Marriage Advice

Many of our readers know one of my favorite writers is the prolific author anonymous. So, imagine my excitement when I stumbled across this facebook page “Deep Minds Anonymous.”

A link click, however, revealed the source was Madiha Batool who authored a book “Deep Minds Anonymous,” a collection of her poetry, thoughts, and feelings focused on empowering women.

“When you’re choosing a life partner, think beyond the romance,” advised Batool.

Then she offered these real life situations which all couples know are so true.

Think about the breakfast conversations, the quiet moments after a long day, the way they handle stress, money, mistakes, and growth. Look deeper than chemistry – look at character. Because their mindset will influence your peace. Their decisions will affect your future. Their patience, or lack of it, will echo through your home.

You’re not just choosing someone to laugh with, you’re choosing someone to struggle with, grow with, and build a life with. Pick someone whose wants, habits, and vision match the life you want to live. Love is more than feeling – it’s a partnership. A foundation. It’s everything.

This advice reminded me of a book Norma Jean and I read over 30 years ago by Dr. Willard Harley, “His Needs, Her Needs: Building An Affair Proof Marriage.” In it Dr. Harley, a psychologist and marriage counselor, shared the 10 most important emotional needs men and women possessed that must be satisfied in a marriage relationship for it be successful and mutually fulfilling.

  • Affection
  • Sexual Fulfillment
  • Intimate Conversation
  • Recreational Companionship
  • Honesty and Openness
  • Physical Attractiveness
  • Financial Support
  • Domestic Support
  • Family Commitment
  • Admiration

Dr. Harley offers this insight regarding the specific needs of men and women.  “Everyone is unique. While men on average pick a particular set of five emotional needs as their most important and women on average pick another set of five, any given man or woman can and do pick various combinations of the ten. So even though I know the most important emotional needs of the average man and woman, I don’t know the emotional needs of any particular husband or wife.”

You can read an explanation of these needs plus the Love Bank concept on his web page Marriage Builders. Incidentally the course, Dynamic Marriage, offered by the Marriage Dynamics Institute, in Franklin, Tennessee, is based and built on these 10 emotional needs. Norma Jean and I have attended the course and are certified facilitators. We highly recommend it.

This advice of both authors bring to mind Paul’s admonition and Peter’s exhortation to husbands and wives.

“Let each one of you in particular so love his own wife as himself, and let the wife see that she respects her husband”. (Eph. 5:33).

“Likewise, husbands, live with your wives in an understanding way, showing honor to the woman as the weaker vessel, since they are heirs with you of the grace of life, so that your prayers may not be hindered” (I Pet. 3:8).

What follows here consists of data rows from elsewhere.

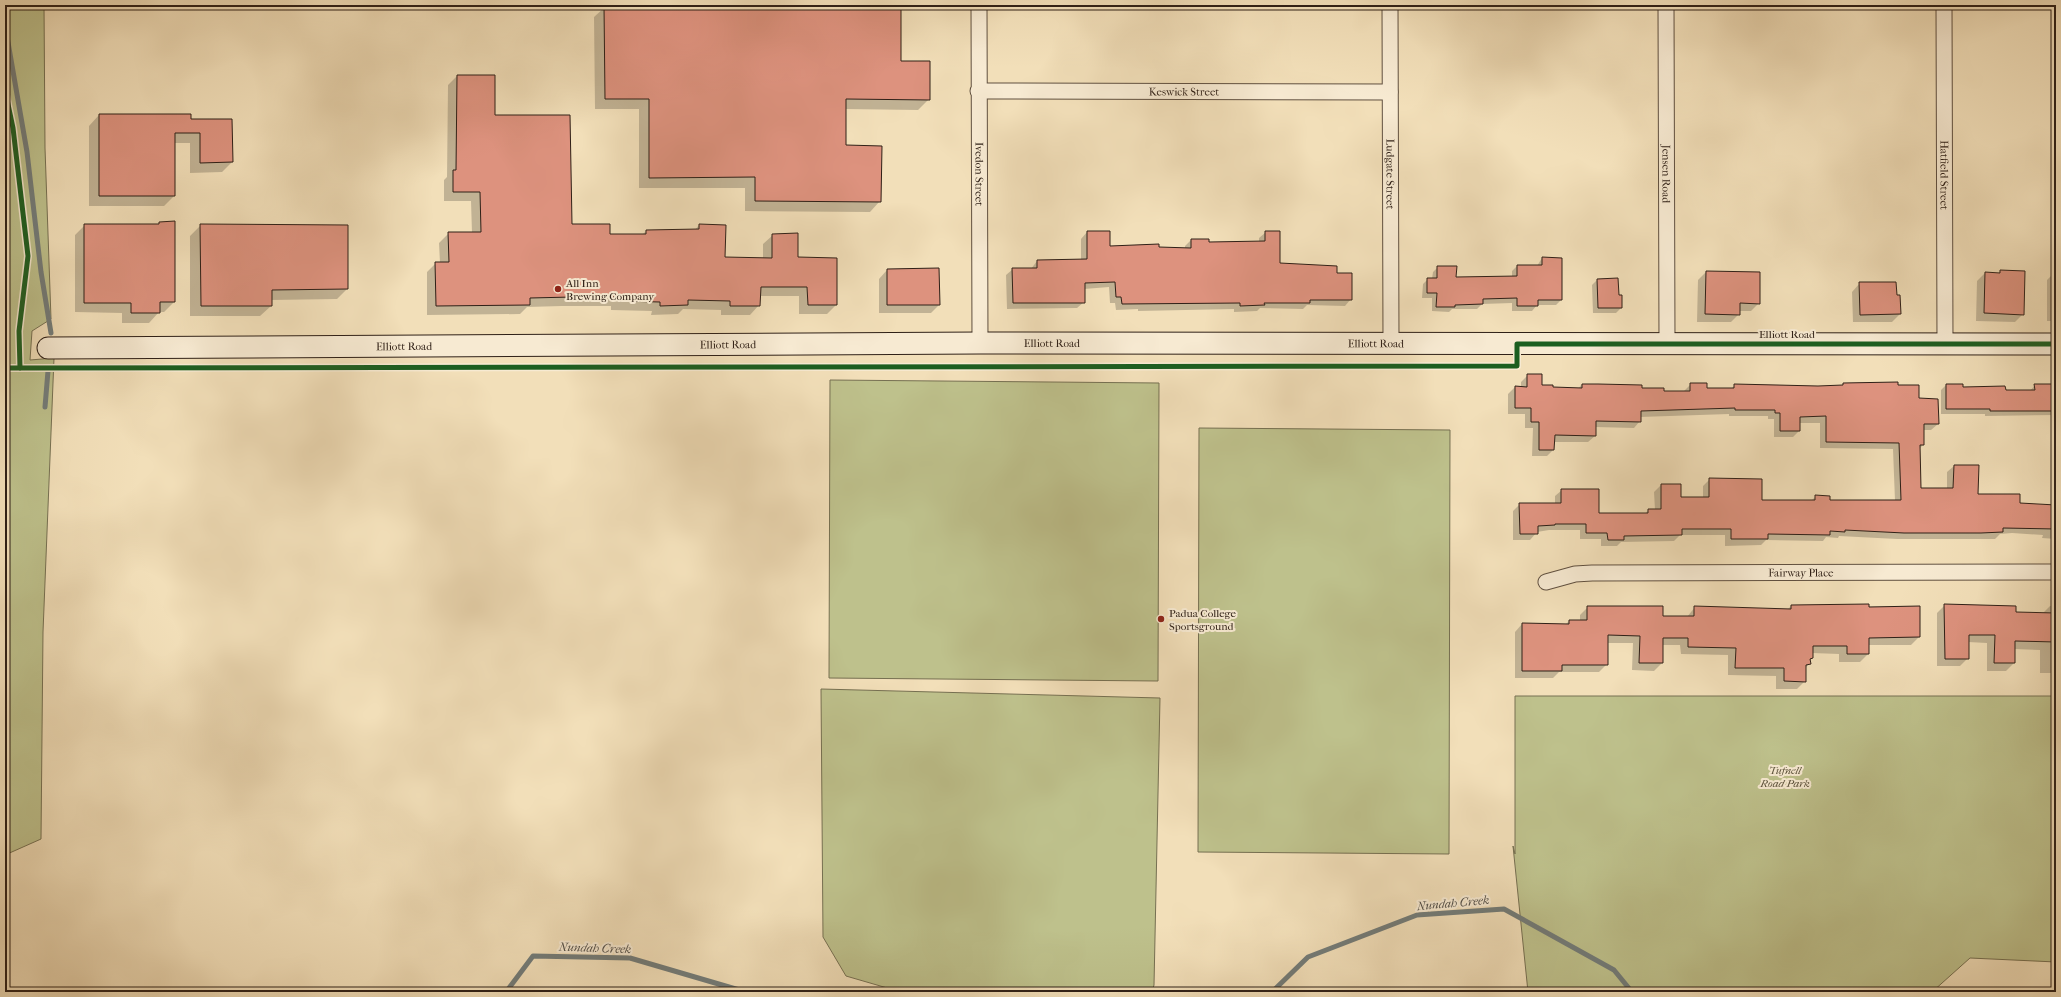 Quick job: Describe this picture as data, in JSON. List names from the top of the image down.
{
  "streets": {
    "street": [
      "Keswick Street",
      "Ivedon Street",
      "Ludgate Street",
      "Jensen Road",
      "Hatfield Street",
      "Elliott Road",
      "Fairway Place"
    ]
  },
  "crossings": [
    ["Keswick Street", "Ivedon Street"],
    ["Keswick Street", "Ludgate Street"],
    ["Ivedon Street", "Elliott Road"],
    ["Ludgate Street", "Elliott Road"],
    ["Jensen Road", "Elliott Road"],
    ["Hatfield Street", "Elliott Road"]
  ],
  "water": ["Nundah Creek"],
  "parks": ["Tufnell Road Park"],
  "places": ["All Inn Brewing Company", "Padua College Sportsground"]
} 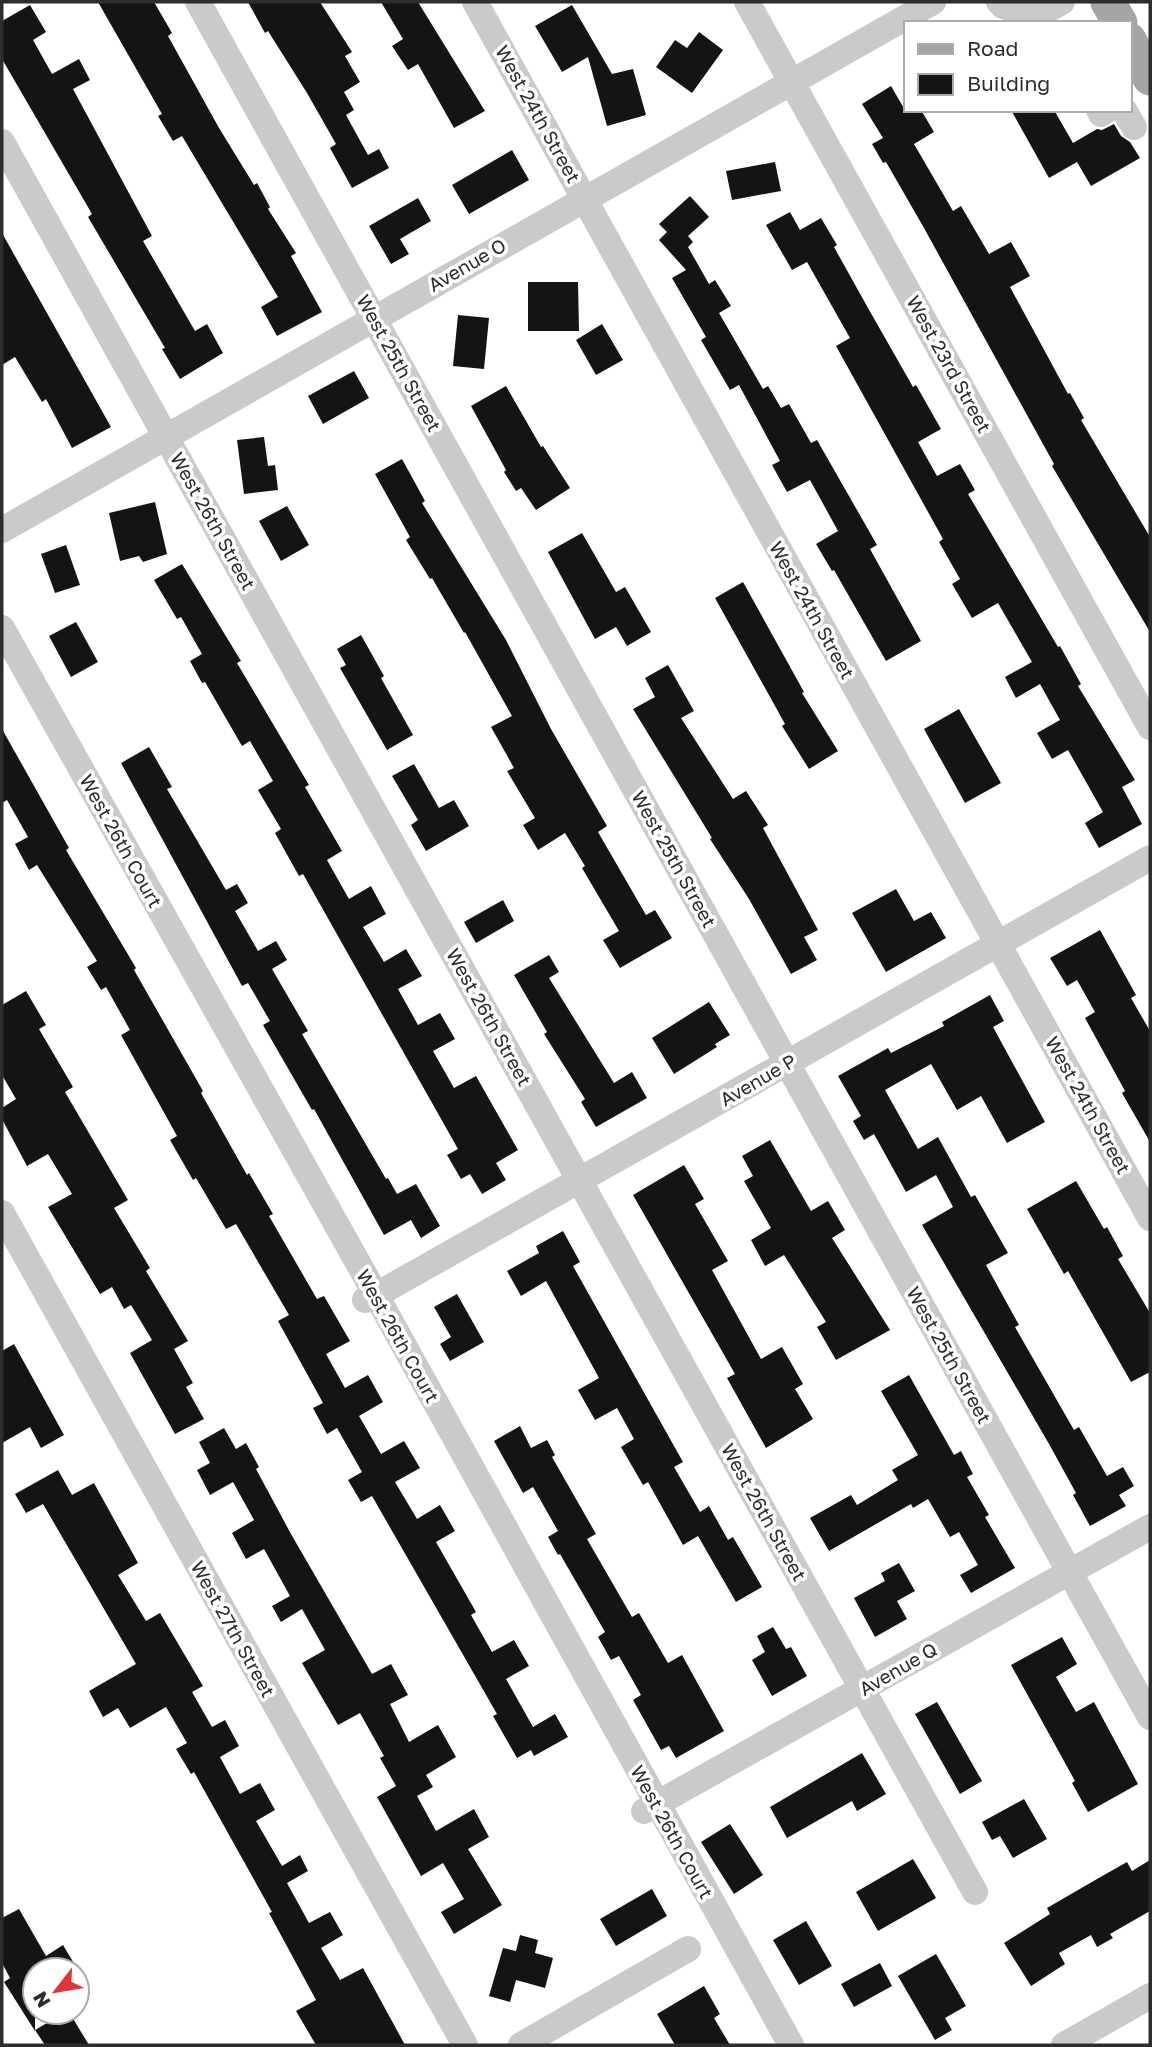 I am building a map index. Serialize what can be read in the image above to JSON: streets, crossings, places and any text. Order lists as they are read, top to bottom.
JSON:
{
  "streets": {
    "street": [
      "West 24th Street",
      "Avenue O",
      "West 25th Street",
      "West 23rd Street",
      "West 26th Street",
      "West 26th Court",
      "Avenue P",
      "West 27th Street",
      "Avenue Q"
    ]
  },
  "crossings": [
    ["West 24th Street", "Avenue O"],
    ["West 24th Street", "Avenue P"],
    ["Avenue O", "West 25th Street"],
    ["Avenue O", "West 23rd Street"],
    ["Avenue O", "West 26th Street"],
    ["West 25th Street", "Avenue P"],
    ["West 25th Street", "Avenue Q"],
    ["West 26th Street", "Avenue P"],
    ["West 26th Street", "Avenue Q"],
    ["West 26th Court", "Avenue P"],
    ["West 26th Court", "Avenue Q"]
  ],
  "legend": ["Road", "Building"],
  "north": "bottom left"
} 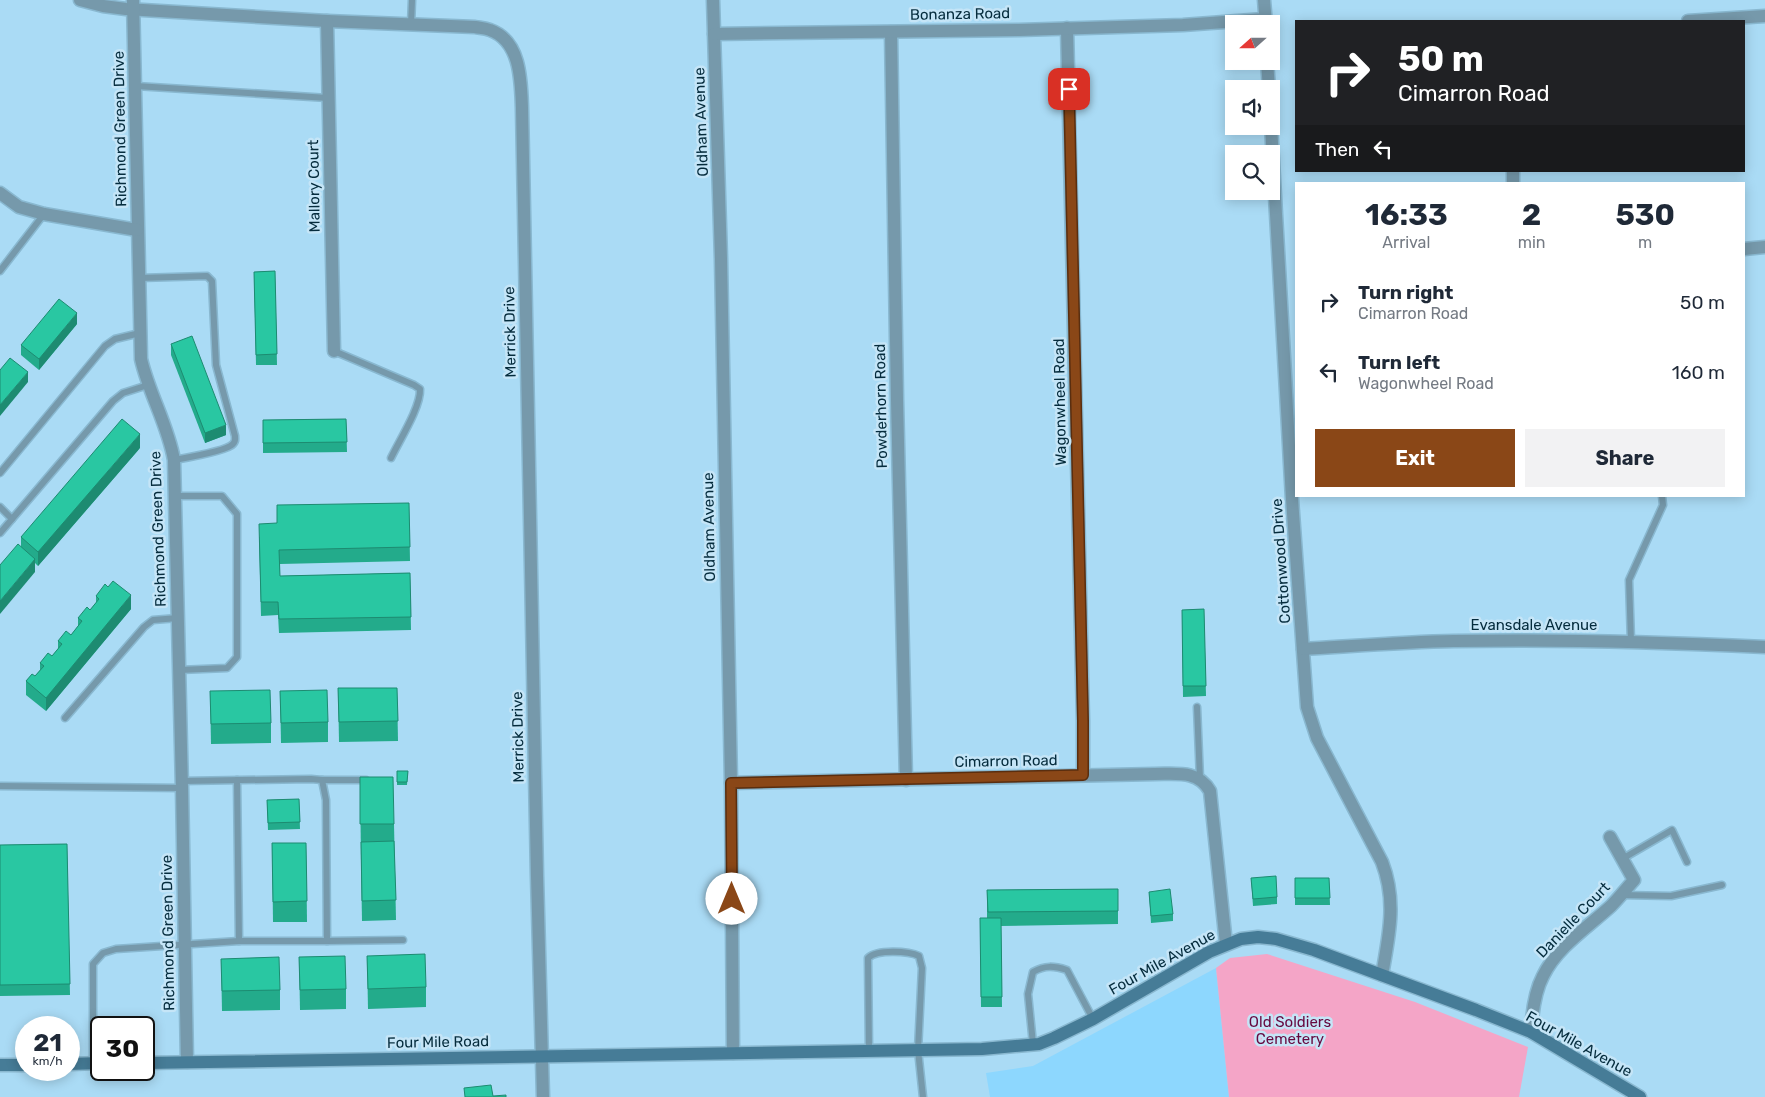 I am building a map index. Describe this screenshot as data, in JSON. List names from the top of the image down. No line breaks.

When we understand the Bible meaning of love, we see it expressed in meeting these needs and sharing the joys and sorrows of life together.

This love of which I speak is slow to lose patience—it looks for a way of being constructive. It is not possessive: it is neither anxious to impress nor does it cherish inflated ideas of its own importance.

Love has good manners and does not pursue selfish advantage. It is not touchy. It does not keep account of evil or gloat over the wickedness of other people. On the contrary, it is glad with all good men when truth prevails.

Love knows no limit to its endurance, no end to its trust, no fading of its hope; it can outlast anything. It is, in fact, the one thing that still stands when all else has fallen. (1 Cor. 13:4-8, J. B. Phillips translation)

While there are many components to a successful marriage, Barnett Brickner was right when he wrote, “Success in marriage does not come merely through finding the right mate, but through being the right mate.”

Finally this often observed maxim cannot be ignored. “A successful marriage is always a triangle: a man, a woman, and God.”